Interpretive Summary: Spotted wing drosophila (SWD), Drosophila suzukii, is a severe invasive pest attacking a wide range a wide range of small fruits including almost all cherry cultivars. SWD exhibits a broad range of almost all varieties of small fruits including blackberries, blueberries, cherries, peaches, raspberries, strawberries, and grapes. Since the first outbreak in U.S. 2008 the distribution of SWD is rapidly expanding across the U.S., Canada and Europe. The estimated economic impact from crop yield loss, drop in market value, and higher management cost is almost $1 billion in U.S. alone, and increasing every year. To replace or reduce the use of chemical insecticides, currently alternative options are being developed, but there are still many critical gaps to be implemented against SWD in field. Scientists from USDA-ARS and Oregon State University in Corvallis, OR studied effect of erythritol formulation on the mortality, fecundity and physiological excretion in Drosophila suzukii. The study discovered effects of sucrose/erythritol combinations on spotted wing drosophila with blueberries and blueberry bushes in the lab and greenhouse. They found the fly survival with 0.5M sucrose/2M erythritol was lowest for 7 days. They also examined presence of erythritol in the hemolymph of the fly. Erythritol was also found from the frass in the same fly ingested erythritol. The result indicates that erythritol might be directly transported from the midgut without being metabolized and stored, but is accumulated in the hemolymph which in turn elevates the osmotic pressure in the fly hemolymph. From this study we suggest the sucrose/erythritol combination would be more effective than erythritol alone because the combination tastes sweeter to elicit more feeding. This erythritol formulation can be a potential insecticide used alone or as a delivery agent combined with conventional or biological insecticides to enhance their efficacy.

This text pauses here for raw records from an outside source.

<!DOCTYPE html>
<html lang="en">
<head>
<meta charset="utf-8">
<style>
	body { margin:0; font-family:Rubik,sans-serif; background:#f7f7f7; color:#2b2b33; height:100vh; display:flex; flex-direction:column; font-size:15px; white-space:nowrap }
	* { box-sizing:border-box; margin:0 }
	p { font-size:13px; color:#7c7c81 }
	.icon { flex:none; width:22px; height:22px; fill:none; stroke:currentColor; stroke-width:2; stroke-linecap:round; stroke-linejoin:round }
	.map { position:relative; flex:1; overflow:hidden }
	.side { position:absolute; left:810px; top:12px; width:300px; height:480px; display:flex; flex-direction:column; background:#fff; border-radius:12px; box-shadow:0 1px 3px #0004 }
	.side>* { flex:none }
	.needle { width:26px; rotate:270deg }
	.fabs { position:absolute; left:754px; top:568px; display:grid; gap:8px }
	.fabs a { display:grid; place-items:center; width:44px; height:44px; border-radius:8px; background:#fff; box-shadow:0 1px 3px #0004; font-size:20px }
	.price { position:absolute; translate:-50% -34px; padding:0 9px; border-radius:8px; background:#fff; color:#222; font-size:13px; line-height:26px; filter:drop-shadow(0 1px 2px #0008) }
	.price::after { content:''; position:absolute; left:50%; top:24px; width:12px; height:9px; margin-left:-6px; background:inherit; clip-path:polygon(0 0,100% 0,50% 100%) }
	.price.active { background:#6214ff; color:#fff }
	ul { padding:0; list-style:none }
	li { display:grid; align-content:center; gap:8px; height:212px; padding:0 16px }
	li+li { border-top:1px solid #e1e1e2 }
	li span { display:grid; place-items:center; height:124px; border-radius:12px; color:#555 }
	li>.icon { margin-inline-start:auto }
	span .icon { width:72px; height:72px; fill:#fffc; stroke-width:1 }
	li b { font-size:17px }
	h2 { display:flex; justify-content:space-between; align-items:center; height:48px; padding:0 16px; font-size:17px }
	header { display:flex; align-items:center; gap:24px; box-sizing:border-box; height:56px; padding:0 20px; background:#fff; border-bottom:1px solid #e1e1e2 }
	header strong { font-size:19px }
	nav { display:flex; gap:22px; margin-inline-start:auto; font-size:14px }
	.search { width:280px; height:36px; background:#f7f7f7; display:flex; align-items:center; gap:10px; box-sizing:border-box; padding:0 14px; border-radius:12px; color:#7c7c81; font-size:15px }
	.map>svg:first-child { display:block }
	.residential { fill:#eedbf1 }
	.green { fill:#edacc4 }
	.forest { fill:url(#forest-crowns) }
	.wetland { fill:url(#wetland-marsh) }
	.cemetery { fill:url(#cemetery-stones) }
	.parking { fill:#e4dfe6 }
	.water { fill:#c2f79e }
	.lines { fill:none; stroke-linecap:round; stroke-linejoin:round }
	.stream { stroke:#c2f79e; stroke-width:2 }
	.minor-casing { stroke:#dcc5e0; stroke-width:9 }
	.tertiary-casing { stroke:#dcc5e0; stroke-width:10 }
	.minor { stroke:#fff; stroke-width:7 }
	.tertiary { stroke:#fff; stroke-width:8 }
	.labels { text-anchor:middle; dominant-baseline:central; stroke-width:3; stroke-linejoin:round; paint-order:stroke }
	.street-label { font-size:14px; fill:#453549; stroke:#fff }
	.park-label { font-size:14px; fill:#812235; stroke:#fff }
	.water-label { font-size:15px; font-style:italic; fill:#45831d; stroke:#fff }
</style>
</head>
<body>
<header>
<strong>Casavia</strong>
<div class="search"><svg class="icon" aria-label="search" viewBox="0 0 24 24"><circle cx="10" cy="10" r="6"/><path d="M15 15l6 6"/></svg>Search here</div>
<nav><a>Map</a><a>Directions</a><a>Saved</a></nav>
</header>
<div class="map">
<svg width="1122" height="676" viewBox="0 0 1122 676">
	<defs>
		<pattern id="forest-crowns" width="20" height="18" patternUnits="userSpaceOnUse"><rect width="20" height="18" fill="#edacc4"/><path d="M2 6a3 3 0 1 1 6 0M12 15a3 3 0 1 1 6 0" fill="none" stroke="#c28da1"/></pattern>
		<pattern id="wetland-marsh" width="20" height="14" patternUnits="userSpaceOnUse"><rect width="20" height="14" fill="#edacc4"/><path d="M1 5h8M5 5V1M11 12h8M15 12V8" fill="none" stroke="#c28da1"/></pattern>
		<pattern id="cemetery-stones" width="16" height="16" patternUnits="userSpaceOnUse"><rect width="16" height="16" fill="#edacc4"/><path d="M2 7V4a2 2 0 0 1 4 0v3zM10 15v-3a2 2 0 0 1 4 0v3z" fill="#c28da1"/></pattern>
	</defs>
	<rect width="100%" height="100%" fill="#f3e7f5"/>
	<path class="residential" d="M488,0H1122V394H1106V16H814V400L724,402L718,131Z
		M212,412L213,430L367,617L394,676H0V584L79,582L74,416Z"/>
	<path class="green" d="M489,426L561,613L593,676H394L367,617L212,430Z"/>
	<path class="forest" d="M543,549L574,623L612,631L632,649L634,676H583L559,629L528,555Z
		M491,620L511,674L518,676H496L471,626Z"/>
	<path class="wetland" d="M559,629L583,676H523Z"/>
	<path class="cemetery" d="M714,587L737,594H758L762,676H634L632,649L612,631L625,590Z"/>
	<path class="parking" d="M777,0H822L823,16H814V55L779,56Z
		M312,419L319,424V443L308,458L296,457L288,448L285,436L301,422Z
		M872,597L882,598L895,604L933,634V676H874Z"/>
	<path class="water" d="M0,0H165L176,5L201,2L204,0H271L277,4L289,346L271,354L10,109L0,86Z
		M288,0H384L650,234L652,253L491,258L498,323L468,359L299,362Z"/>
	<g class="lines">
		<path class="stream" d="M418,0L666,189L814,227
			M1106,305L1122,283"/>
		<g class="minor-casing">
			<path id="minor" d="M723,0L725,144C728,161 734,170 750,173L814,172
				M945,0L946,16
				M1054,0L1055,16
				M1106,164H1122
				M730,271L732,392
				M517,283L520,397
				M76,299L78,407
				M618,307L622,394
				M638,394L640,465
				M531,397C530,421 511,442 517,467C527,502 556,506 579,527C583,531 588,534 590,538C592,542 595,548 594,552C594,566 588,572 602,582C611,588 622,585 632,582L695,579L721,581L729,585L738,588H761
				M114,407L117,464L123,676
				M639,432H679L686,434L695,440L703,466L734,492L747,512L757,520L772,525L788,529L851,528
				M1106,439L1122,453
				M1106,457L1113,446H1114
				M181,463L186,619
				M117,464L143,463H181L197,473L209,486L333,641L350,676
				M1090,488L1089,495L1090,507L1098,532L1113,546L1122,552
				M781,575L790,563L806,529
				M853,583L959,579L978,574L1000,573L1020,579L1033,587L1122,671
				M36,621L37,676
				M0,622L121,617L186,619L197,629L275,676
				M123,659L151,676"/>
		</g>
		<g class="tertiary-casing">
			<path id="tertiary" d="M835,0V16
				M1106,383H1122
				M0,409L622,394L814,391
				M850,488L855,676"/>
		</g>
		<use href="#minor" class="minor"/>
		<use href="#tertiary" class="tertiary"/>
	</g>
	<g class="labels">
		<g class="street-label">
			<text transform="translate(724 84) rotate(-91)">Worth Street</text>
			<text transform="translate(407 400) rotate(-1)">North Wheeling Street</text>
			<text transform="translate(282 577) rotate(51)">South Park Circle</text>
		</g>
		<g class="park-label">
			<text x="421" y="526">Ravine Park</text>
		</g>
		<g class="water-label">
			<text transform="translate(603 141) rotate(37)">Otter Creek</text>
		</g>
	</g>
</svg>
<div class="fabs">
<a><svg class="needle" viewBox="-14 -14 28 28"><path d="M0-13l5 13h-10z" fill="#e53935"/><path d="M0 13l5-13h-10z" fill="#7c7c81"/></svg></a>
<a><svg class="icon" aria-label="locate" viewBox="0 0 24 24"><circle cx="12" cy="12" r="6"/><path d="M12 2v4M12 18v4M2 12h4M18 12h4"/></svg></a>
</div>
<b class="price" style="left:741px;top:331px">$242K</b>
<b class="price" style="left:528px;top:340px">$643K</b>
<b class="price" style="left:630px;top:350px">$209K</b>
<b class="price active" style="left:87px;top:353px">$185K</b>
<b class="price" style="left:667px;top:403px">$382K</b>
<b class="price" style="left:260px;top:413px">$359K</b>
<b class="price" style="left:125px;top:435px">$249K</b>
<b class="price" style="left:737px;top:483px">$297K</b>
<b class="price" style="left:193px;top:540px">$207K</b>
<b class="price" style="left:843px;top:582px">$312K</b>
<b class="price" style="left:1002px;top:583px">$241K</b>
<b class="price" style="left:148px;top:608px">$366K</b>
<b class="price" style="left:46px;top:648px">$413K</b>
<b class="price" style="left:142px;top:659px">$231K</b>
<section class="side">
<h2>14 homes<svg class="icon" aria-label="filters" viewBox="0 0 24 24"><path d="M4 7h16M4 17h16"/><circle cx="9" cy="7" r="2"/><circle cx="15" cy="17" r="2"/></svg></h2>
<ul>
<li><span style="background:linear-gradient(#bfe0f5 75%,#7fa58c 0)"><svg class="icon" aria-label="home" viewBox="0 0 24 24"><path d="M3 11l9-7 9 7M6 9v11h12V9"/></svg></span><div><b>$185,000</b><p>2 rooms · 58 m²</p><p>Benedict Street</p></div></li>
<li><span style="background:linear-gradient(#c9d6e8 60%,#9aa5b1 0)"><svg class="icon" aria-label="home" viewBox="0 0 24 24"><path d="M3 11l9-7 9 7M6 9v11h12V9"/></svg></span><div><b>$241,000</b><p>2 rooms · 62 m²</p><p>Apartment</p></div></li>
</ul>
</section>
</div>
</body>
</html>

Technical Abstract: Previously, we studied various combinations of non-nutritive sugars including erythritol and erythrose having a potentially insecticidal effect on Drosophila suzukii. The study suggested two potential physiological changes causing fly mortality: 1) starvation from the feeding of non-metabolizable erythritol and erythrose; 2) abnormal osmotic pressure increased in the hemolymph with erythritol transported from the midgut. In the present study, effects of these combinations of sucrose/erythritol were applied to blueberries and monitored for impact on fly mortality and fecundity in the lab and greenhouse. In the lab, two sucrose/erythritol formulations (0.5M sucrose/2M erythritol, 1M sucrose/2M erythritol) resulted in the highest mortality and the lowest fecundity among D. suzukii adults. Two formulations, therefore, were selected for further evaluation with blueberry bushes and fruits in the greenhouse; fly survival with 0.5M sucrose/2M erythritol was significantly lower than 1M sucrose/2M erythritol for 7 days. Unlike the smaller container, mortality occurred faster in the greenhouse probably because flies moved more in the bigger cage accelerating the exhaustion of energetic reserves in the body. We examined presence of erythritol in the hemolymph and frass to determine the nutritional metabolism and absorption of erythritol in D. suzukii. Unlike sucrose, a large amount of erythritol was observed in the hemolymph of the fly ingested 0.5M sucrose/0.5M erythritol. Erythritol was also found in the frass in the same fly. The results imply that erythritol might be directly transported from the midgut without being metabolized and stored, but is accumulated in the hemolymph which in turn elevates the osmotic pressure in the fly hemolymph. To develop this novel control application for growers, the mode of action of erythritol, and its toxicity on non-target insects need to be explored in future.